WHAT IS NEEDED
For every line below that includes the word "lineWidth", add one; report the final number and nothing else.

PROVIDED RECORDS
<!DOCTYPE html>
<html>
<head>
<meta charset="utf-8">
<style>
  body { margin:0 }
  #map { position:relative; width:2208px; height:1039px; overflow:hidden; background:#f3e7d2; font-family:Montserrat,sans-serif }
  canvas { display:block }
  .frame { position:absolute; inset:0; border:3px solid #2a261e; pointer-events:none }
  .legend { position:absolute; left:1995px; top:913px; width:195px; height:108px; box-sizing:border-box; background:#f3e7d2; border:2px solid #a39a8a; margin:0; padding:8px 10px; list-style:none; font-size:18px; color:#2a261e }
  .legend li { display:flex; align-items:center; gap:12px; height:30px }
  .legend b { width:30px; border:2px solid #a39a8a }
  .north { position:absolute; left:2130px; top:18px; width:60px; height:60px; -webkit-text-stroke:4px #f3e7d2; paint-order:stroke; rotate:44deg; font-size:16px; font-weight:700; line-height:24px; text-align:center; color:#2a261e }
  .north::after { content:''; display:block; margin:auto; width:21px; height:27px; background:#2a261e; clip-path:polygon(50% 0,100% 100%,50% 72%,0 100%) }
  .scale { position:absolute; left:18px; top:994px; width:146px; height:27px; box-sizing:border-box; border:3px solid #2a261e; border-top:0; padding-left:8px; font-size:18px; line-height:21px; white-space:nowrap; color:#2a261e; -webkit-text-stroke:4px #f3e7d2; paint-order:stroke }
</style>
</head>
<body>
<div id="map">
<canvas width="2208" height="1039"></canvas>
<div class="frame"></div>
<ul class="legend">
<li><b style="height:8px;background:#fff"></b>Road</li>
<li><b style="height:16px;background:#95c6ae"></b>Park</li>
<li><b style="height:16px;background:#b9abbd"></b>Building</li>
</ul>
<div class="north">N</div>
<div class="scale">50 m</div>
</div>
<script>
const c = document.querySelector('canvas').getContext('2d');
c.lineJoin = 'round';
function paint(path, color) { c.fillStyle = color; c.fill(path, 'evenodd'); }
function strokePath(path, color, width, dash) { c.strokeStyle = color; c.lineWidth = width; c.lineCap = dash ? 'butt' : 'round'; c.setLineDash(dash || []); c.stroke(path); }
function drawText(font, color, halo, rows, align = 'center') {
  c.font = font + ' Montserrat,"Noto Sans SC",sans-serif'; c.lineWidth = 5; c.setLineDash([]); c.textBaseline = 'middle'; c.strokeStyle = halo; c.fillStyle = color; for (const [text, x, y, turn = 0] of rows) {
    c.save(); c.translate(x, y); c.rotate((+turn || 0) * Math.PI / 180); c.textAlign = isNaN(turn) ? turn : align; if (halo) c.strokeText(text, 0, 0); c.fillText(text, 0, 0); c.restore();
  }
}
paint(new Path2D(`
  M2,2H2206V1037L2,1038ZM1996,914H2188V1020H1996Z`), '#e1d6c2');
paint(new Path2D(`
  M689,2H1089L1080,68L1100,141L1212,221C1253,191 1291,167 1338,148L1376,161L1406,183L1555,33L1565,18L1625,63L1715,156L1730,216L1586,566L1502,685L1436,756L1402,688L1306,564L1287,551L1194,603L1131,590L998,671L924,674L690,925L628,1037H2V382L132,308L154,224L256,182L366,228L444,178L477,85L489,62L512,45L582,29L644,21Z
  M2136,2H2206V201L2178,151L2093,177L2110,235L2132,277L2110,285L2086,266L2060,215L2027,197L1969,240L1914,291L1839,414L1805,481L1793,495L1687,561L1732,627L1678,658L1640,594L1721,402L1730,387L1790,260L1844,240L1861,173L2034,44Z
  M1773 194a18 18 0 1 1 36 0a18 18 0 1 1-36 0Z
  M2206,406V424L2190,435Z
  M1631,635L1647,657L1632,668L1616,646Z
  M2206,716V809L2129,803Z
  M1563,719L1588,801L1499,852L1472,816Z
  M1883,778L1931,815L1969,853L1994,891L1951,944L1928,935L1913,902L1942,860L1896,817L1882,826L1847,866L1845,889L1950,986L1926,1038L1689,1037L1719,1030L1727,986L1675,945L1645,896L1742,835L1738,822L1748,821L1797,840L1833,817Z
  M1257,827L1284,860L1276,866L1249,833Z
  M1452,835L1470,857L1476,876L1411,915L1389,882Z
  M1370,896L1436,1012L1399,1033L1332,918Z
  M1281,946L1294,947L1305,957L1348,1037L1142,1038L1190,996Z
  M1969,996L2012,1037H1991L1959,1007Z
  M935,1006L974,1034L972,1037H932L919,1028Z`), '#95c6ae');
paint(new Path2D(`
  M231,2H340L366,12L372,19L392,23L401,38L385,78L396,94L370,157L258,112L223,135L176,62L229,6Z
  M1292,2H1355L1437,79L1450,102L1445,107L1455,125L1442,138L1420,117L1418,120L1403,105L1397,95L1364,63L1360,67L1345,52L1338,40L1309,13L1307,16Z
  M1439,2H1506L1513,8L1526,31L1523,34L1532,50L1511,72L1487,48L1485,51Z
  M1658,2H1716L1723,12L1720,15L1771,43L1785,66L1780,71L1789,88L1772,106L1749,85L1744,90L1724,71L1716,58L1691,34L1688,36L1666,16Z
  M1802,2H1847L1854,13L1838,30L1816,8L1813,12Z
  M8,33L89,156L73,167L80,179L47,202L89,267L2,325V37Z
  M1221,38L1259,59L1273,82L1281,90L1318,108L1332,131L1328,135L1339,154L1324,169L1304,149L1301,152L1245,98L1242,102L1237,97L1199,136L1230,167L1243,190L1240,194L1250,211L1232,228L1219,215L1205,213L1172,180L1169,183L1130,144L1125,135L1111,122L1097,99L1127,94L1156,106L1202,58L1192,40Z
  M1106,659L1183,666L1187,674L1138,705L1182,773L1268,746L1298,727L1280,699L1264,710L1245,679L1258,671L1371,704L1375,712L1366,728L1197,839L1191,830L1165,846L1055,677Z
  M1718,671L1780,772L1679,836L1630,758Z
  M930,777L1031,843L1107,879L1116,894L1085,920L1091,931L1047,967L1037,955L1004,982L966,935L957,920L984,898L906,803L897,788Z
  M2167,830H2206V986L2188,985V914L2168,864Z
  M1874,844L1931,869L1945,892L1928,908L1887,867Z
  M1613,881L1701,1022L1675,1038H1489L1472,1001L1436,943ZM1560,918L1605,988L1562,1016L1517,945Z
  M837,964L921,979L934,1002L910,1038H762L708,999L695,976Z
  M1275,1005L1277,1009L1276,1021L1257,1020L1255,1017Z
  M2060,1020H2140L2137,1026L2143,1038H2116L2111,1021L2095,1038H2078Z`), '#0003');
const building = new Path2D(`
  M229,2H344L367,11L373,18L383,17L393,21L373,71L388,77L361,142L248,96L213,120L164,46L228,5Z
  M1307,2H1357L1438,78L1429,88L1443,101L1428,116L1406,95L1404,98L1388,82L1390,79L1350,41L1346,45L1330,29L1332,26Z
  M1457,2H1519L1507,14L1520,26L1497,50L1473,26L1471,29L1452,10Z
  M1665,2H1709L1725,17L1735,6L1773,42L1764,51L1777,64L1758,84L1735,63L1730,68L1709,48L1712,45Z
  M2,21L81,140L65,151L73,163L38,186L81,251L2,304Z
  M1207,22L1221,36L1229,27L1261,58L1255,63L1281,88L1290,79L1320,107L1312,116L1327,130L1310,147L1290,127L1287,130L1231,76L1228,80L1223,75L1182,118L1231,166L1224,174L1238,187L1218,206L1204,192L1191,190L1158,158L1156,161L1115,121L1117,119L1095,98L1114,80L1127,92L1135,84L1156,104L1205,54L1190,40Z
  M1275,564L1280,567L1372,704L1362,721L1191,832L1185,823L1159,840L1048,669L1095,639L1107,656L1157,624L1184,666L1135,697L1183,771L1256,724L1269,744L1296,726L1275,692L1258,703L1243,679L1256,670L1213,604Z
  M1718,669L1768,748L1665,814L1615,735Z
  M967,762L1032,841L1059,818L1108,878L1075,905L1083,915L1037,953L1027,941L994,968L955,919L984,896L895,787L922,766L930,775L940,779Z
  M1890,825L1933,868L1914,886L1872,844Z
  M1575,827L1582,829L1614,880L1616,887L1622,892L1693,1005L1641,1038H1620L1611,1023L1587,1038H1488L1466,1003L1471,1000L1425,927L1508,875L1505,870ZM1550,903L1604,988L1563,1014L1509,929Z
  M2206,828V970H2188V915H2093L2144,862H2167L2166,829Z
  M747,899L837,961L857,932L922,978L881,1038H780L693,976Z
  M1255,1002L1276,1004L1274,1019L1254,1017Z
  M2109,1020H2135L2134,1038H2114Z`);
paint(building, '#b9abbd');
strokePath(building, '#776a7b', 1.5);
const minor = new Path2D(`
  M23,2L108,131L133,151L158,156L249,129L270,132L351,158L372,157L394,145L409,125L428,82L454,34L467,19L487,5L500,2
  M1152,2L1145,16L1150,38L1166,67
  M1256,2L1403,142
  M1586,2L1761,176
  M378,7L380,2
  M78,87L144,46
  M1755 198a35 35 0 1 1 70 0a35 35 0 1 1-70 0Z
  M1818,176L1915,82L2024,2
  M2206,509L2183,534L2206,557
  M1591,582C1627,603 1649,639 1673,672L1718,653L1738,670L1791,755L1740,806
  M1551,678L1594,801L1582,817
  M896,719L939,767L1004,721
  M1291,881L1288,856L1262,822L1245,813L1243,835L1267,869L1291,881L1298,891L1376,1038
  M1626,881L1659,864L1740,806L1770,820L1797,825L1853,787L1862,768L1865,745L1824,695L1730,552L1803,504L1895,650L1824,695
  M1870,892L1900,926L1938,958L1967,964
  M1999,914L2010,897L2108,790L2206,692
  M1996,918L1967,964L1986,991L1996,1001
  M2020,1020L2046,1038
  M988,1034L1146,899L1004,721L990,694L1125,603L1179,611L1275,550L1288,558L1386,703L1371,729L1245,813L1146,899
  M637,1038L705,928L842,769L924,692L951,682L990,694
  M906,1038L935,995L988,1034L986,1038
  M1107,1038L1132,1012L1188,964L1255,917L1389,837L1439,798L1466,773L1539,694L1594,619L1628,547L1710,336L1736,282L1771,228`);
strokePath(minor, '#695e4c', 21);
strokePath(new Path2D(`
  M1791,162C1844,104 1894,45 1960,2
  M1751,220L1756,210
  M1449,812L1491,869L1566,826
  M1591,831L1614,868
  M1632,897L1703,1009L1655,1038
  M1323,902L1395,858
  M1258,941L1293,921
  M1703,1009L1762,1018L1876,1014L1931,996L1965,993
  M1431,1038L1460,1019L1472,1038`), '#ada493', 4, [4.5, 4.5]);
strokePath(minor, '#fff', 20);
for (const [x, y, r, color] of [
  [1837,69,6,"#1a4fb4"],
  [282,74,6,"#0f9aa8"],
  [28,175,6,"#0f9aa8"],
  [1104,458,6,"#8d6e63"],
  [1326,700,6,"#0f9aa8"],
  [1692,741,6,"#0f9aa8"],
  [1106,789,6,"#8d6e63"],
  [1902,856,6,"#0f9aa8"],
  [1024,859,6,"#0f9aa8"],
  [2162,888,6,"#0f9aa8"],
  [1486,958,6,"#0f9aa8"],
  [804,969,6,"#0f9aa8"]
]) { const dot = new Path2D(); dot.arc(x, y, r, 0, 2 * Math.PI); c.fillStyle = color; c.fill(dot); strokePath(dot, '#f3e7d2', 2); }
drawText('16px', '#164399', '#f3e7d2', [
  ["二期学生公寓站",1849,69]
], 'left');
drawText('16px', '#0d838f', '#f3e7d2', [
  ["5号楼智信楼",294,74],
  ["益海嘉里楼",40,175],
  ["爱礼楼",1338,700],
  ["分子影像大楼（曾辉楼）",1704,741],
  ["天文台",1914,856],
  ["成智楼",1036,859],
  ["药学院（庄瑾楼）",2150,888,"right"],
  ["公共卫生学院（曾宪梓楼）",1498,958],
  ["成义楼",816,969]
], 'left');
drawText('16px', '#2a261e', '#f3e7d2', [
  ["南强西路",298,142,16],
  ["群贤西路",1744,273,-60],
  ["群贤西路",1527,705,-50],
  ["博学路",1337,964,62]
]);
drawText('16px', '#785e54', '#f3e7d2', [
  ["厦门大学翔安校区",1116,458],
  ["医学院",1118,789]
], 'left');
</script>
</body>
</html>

ANSWER SECTION
2